Sunday, May 07, 2006

Yokohama Chinatown


I traveled to Chinatown in Yokohama on Friday night. It is the end of Golden Week in Japan, so I had Friday off from work. Most natives had Wednesday, Thursday, and Friday off. Many travel home to visit family.

A friend from Hong Kong decided to take me after visiting a temple in Asakusa earlier in the day. Yokohama is forty minutes from central Tokyo -- comparable to Berkeley and San Francisco. Definitely grittier and less refined than its big brother city to the north, we took the JR line from Ueno (way-no).

A few things about this so-called "Chinatown": This isn't your average Chinatown in the United States filled with native Chinese. Most people and even many restaurants were Japanese! If anything, it felt like a theme park built for the Japanese that is supposed to feel like a Chinatown in the United States. Of course, trash was everywhere -- at least by Japanese standards, so there was some authenticity.

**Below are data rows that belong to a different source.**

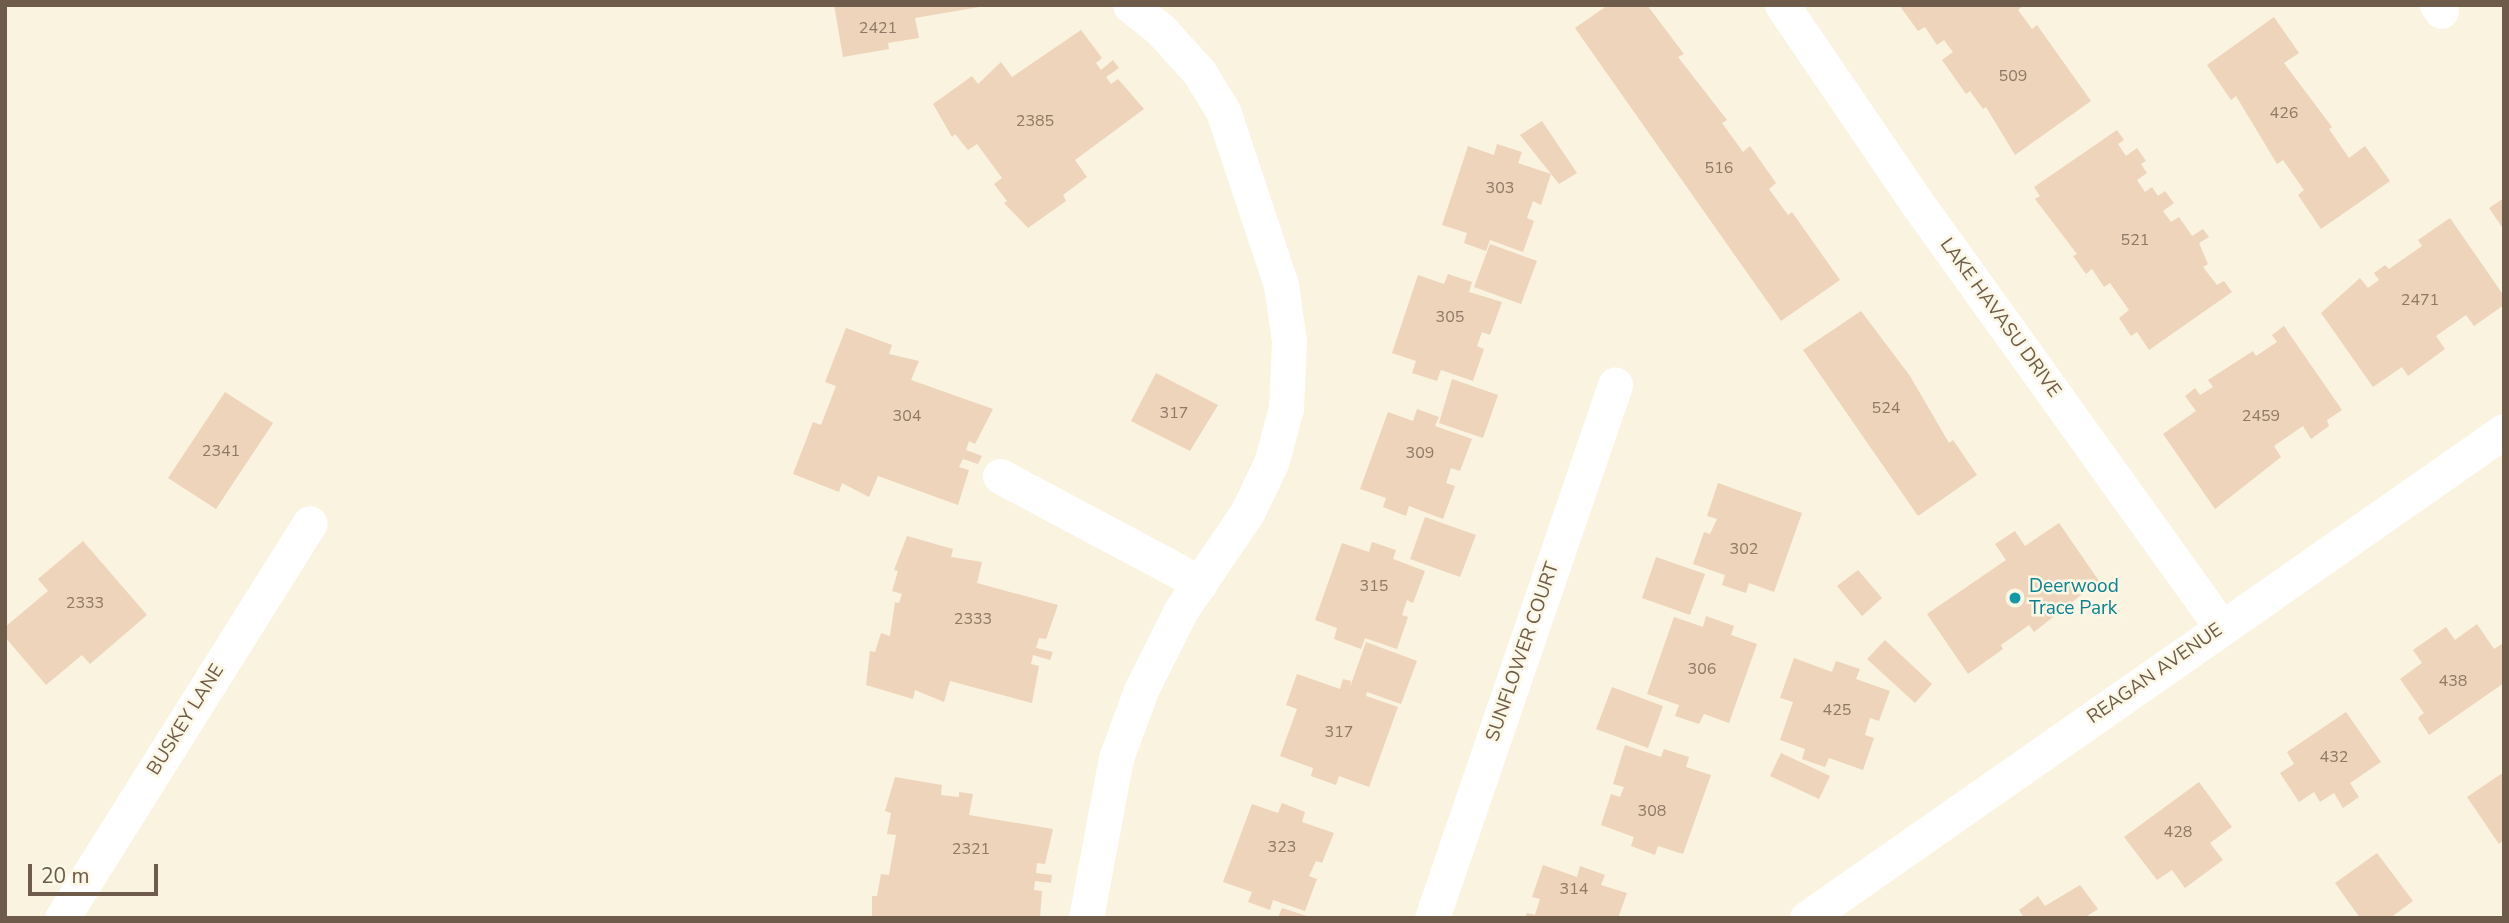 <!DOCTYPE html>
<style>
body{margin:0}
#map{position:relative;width:2509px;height:923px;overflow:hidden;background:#faf3e0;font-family:"Nunito Sans",sans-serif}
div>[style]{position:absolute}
.building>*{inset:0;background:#edd4ba}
.minor>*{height:35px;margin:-17.5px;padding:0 17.5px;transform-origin:17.5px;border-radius:17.5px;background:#fff}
.dots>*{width:19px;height:19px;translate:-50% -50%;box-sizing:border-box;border:4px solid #fdf7e6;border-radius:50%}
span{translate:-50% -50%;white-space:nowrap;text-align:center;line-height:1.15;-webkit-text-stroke:5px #fdf7e6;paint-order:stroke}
.number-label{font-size:16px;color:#8e7966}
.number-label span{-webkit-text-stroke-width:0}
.street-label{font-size:19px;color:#6e5b4a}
.culture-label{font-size:19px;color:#0d838f}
.left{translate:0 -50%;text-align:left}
.frame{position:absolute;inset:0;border:7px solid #6e5b4a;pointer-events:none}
.scale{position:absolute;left:28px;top:864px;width:130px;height:32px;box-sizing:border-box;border:4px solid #6e5b4a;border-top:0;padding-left:9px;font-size:21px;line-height:24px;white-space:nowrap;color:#6e5b4a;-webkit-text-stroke:5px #fdf7e6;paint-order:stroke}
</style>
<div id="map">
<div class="building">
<div style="clip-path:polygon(834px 5px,979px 5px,979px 7px,915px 18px,919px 38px,888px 43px,889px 49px,843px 57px)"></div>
<div style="clip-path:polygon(1608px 5px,1647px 5px,1684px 54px,1678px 57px,1727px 120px,1722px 123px,1743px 152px,1750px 146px,1776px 183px,1769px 189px,1788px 215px,1792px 212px,1840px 280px,1781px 321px,1575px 28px)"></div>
<div style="clip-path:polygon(1899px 5px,2024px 5px,2018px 10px,2032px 29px,2037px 25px,2091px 101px,2015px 155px,1986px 107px,1983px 109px,1970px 91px,1966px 94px,1942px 60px,1953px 52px,1944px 40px,1937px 45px,1925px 27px,1918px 31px)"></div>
<div style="clip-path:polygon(2274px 17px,2299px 53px,2284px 63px,2332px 127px,2329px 129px,2349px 158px,2365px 146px,2390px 181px,2321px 229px,2298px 195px,2304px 190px,2283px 160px,2277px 164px,2236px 96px,2231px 100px,2207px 65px)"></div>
<div style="clip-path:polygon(1081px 30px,1102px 58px,1096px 63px,1101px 70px,1113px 60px,1119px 68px,1106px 77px,1111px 84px,1118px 79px,1144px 109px,1075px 160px,1087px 177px,1063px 195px,1066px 201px,1028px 228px,1004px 203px,1007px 201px,994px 184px,1002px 178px,977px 144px,968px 150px,955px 134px,952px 137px,933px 104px,972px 76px,978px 84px,1001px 62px,1012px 77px)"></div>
<div style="clip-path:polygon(1542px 121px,1577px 173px,1559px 184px,1520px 135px)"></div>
<div style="clip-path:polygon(2117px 130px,2124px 140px,2118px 144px,2126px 156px,2137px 148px,2146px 161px,2141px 164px,2147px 173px,2137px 180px,2145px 192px,2152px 187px,2158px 196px,2165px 191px,2174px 203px,2163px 211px,2171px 222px,2179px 217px,2192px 236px,2203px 229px,2209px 237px,2199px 243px,2208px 264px,2203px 267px,2217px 285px,2224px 281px,2232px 292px,2149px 350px,2137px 332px,2131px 336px,2119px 318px,2129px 310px,2110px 283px,2104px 287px,2092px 269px,2086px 274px,2073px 256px,2077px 254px,2035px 199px,2040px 196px,2034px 187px)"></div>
<div style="clip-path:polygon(1497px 144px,1522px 152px,1518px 163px,1551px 174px,1541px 205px,1533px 201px,1527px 218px,1534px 221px,1523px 252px,1490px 240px,1486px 251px,1464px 243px,1467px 233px,1442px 225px,1468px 146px,1494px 155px)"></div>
<div style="clip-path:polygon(2504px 198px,2504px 230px,2489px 208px)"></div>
<div style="clip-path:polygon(2450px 218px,2504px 296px,2504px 305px,2474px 326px,2466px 315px,2436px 336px,2445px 349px,2408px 376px,2402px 367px,2373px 387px,2321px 313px,2360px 278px,2368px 288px,2379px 280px,2374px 273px,2385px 265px,2389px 269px,2422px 246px,2418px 240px)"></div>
<div style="clip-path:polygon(1490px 244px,1537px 261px,1521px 304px,1474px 287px)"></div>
<div style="clip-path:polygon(1448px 274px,1472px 282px,1469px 292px,1502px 302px,1490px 335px,1482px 332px,1477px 346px,1484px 349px,1473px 381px,1441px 370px,1437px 381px,1412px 373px,1416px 361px,1392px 353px,1418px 275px,1444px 284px)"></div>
<div style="clip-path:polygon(1861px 311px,1910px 376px,1949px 443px,1953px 440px,1977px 475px,1918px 516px,1803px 350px)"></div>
<div style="clip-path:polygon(2284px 326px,2342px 410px,2327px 420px,2329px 426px,2311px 439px,2303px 426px,2274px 446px,2281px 457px,2215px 509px,2163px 434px,2196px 411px,2185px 396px,2195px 388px,2200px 395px,2213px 387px,2208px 380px,2253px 351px,2256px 356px,2277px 342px,2272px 335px)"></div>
<div style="clip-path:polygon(846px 328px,892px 345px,889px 354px,919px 361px,911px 380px,993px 409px,975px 444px,969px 441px,966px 450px,982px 456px,978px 464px,963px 459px,959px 467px,969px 470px,958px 505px,878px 476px,869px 497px,842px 483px,839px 492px,793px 474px,813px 422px,821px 425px,836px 386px,825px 382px)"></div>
<div style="clip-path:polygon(1156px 373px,1218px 405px,1190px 451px,1131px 421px)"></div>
<div style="clip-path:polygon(1452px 379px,1498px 395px,1483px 438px,1439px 423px)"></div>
<div style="clip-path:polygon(225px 392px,273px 423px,216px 509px,168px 478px)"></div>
<div style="clip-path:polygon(1417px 409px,1439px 417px,1435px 426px,1472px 439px,1460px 471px,1451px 468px,1446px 483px,1455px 486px,1443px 519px,1409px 506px,1406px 516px,1383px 507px,1386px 498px,1360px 489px,1388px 412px,1413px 421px)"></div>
<div style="clip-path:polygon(1718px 483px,1802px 513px,1774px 592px,1749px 583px,1746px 593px,1722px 585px,1725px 575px,1693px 564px,1704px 532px,1710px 534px,1717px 519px,1707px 516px)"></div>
<div style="clip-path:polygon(1425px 517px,1476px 535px,1460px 577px,1410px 559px)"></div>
<div style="clip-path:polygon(2059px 523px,2099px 581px,2034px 632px,2029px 625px,2001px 645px,2003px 649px,1968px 674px,1927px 614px,2006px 560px,1995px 544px,2015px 531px,2025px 546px)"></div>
<div style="clip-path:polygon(907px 536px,953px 549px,951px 557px,982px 562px,977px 583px,1058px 605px,1046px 639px,1039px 638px,1036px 648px,1053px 652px,1050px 660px,1033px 655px,1031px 664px,1039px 666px,1032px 703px,950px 681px,944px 702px,915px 690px,913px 699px,866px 685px,870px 651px,875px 652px,881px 633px,890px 636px,895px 602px,899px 603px,902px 594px,892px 591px,898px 571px,894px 570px)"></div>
<div style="clip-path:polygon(83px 541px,147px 615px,90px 664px,82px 655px,46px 685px,5px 637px,5px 627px,48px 591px,38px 579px)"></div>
<div style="clip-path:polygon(1372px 542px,1396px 550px,1393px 559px,1425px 571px,1413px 603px,1407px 600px,1402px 615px,1408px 617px,1397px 649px,1365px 638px,1361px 649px,1334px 639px,1337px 628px,1315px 620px,1342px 543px,1369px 552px)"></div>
<div style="clip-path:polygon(1656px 557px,1705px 574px,1690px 615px,1642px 598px)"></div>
<div style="clip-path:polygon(1858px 570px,1882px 598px,1862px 616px,1837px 586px)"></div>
<div style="clip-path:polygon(1706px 616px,1734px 626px,1731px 635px,1757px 644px,1729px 723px,1704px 714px,1699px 724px,1675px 716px,1679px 705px,1647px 694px,1674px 617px,1703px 627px)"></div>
<div style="clip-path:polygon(2477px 624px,2494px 649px,2502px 644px,2504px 646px,2504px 683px,2429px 735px,2418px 718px,2424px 713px,2400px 679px,2422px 663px,2413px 650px,2446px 627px,2455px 640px)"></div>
<div style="clip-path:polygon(1885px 640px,1932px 684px,1915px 703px,1867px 659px)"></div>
<div style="clip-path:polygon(1366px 642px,1417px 661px,1401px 704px,1367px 692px,1366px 696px,1398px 707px,1369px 787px,1339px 776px,1336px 785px,1311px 776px,1313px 768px,1280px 756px,1297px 709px,1286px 705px,1297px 674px,1340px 689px,1343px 679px,1351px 681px,1350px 687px)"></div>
<div style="clip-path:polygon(1794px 658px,1832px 672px,1836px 661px,1860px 669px,1856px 679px,1890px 691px,1879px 721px,1870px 718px,1865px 735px,1874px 738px,1863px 770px,1829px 758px,1825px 767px,1802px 759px,1805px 749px,1780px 740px,1793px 702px,1780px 698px)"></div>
<div style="clip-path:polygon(1612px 687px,1663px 706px,1648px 748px,1596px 729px)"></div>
<div style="clip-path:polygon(2346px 712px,2381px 762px,2350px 783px,2359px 797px,2343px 808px,2334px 793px,2320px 802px,2314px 792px,2299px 802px,2280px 773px,2294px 764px,2287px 752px)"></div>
<div style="clip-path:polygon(1625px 745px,1661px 757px,1664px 749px,1689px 757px,1686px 767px,1711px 775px,1683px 854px,1658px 846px,1655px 855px,1631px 846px,1634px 837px,1601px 825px,1611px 794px,1620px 797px,1624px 787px,1613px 784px)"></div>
<div style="clip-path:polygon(1781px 753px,1830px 776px,1819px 799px,1770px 776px)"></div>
<div style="clip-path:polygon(2504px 772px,2504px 840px,2499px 844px,2467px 797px)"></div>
<div style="clip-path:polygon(895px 777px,942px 785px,941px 795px,959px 797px,959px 792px,973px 794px,969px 815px,1053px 829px,1045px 864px,1037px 863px,1036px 873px,1052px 875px,1051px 883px,1035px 881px,1034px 890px,1042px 891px,1040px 918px,872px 918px,872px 896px,877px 896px,881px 874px,889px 875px,896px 835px,887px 834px,891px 813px,885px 811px)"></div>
<div style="clip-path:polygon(2199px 782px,2232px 827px,2210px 843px,2223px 860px,2185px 888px,2172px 870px,2157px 880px,2124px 837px)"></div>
<div style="clip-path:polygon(1282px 803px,1305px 812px,1302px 822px,1334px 833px,1322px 863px,1316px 861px,1309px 876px,1317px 879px,1305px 911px,1273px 900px,1270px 910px,1248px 902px,1252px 892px,1223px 882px,1252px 804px,1278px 813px)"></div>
<div style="clip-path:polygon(2377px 853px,2413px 901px,2390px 918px,2360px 918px,2335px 883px)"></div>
<div style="clip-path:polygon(1543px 865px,1577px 877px,1580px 866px,1605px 875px,1601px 885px,1627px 893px,1618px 918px,1525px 918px,1527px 913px,1535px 915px,1540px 899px,1532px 897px)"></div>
<div style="clip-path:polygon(2080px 885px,2098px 909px,2084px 918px,2024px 918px,2019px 910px,2038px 896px,2045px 906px)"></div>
<div style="clip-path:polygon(1282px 908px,1310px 917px,1310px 918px,1278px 918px)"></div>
</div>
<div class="minor">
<div style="left:1782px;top:5px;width:240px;rotate:55.7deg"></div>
<div style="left:1917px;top:203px;width:523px;rotate:54.33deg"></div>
<div style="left:2437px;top:5px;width:7px;rotate:56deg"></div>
<div style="left:1000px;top:476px;width:227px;rotate:28.1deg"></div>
<div style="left:62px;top:918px;width:466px;rotate:-57.9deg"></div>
<div style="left:1086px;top:918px;width:163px;rotate:-79.4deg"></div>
<div style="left:1116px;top:758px;width:72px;rotate:-69.8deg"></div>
<div style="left:1141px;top:690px;width:89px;rotate:-63.4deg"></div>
<div style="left:1181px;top:610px;width:117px;rotate:-55.8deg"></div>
<div style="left:1247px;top:513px;width:55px;rotate:-64.4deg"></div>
<div style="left:1271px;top:463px;width:57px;rotate:-74.7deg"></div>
<div style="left:1286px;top:408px;width:67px;rotate:-87.4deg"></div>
<div style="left:1289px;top:341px;width:57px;rotate:-98.1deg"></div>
<div style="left:1281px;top:285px;width:183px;rotate:-108.4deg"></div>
<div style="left:1223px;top:111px;width:46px;rotate:-121.6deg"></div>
<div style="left:1199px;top:72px;width:57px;rotate:-132.1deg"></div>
<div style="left:1161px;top:30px;width:40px;rotate:-141deg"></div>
<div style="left:1432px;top:918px;width:564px;rotate:-71.05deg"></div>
<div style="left:1807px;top:918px;width:850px;rotate:-34.94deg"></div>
</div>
<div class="dots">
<div style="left:2015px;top:598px;background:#0f9aa8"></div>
</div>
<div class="number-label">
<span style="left:878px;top:28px">2421</span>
<span style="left:2013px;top:76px">509</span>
<span style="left:2284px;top:113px">426</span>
<span style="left:1035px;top:121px">2385</span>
<span style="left:1719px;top:168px">516</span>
<span style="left:1500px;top:188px">303</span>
<span style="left:2135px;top:240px">521</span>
<span style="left:2420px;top:300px">2471</span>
<span style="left:1450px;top:317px">305</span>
<span style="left:1886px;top:408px">524</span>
<span style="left:1174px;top:413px">317</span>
<span style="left:907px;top:416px">304</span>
<span style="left:2261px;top:416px">2459</span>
<span style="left:221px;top:451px">2341</span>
<span style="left:1420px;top:453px">309</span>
<span style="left:1744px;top:549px">302</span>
<span style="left:1374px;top:586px">315</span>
<span style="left:85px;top:603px">2333</span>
<span style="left:973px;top:619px">2333</span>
<span style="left:1702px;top:669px">306</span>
<span style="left:2453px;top:681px">438</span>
<span style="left:1837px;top:710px">425</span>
<span style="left:1339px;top:732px">317</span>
<span style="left:2334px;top:757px">432</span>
<span style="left:1652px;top:811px">308</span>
<span style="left:2178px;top:832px">428</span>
<span style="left:1282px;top:847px">323</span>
<span style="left:971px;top:849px">2321</span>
<span style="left:1574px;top:889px">314</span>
</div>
<div class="street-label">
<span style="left:2000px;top:318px;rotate:54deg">LAKE HAVASU DRIVE</span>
<span style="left:1523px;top:652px;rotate:-71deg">SUNFLOWER COURT</span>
<span style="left:2155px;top:674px;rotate:-35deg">REAGAN AVENUE</span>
<span style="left:186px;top:720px;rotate:-58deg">BUSKEY LANE</span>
</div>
<div class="culture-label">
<span class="left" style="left:2029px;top:598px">Deerwood<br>Trace Park</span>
</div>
<div class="frame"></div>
<div class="scale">20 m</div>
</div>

Instead of eating on the two main roads with overpriced restaurants built for Japanese tourists, we found a tiny cramped alley where the cooks and servers were Chinese. We had traditional Hong Kong noodles. This alley felt more like Chinatown II (Richmond District) and III (Taraval Street) in San Francisco. We had a different kind of noodles. Large lumps of dough were held by cooks over boiling water. Individual noodles were sliced from this dough using a special tool. The result: incredibly fresh, chewy noodles.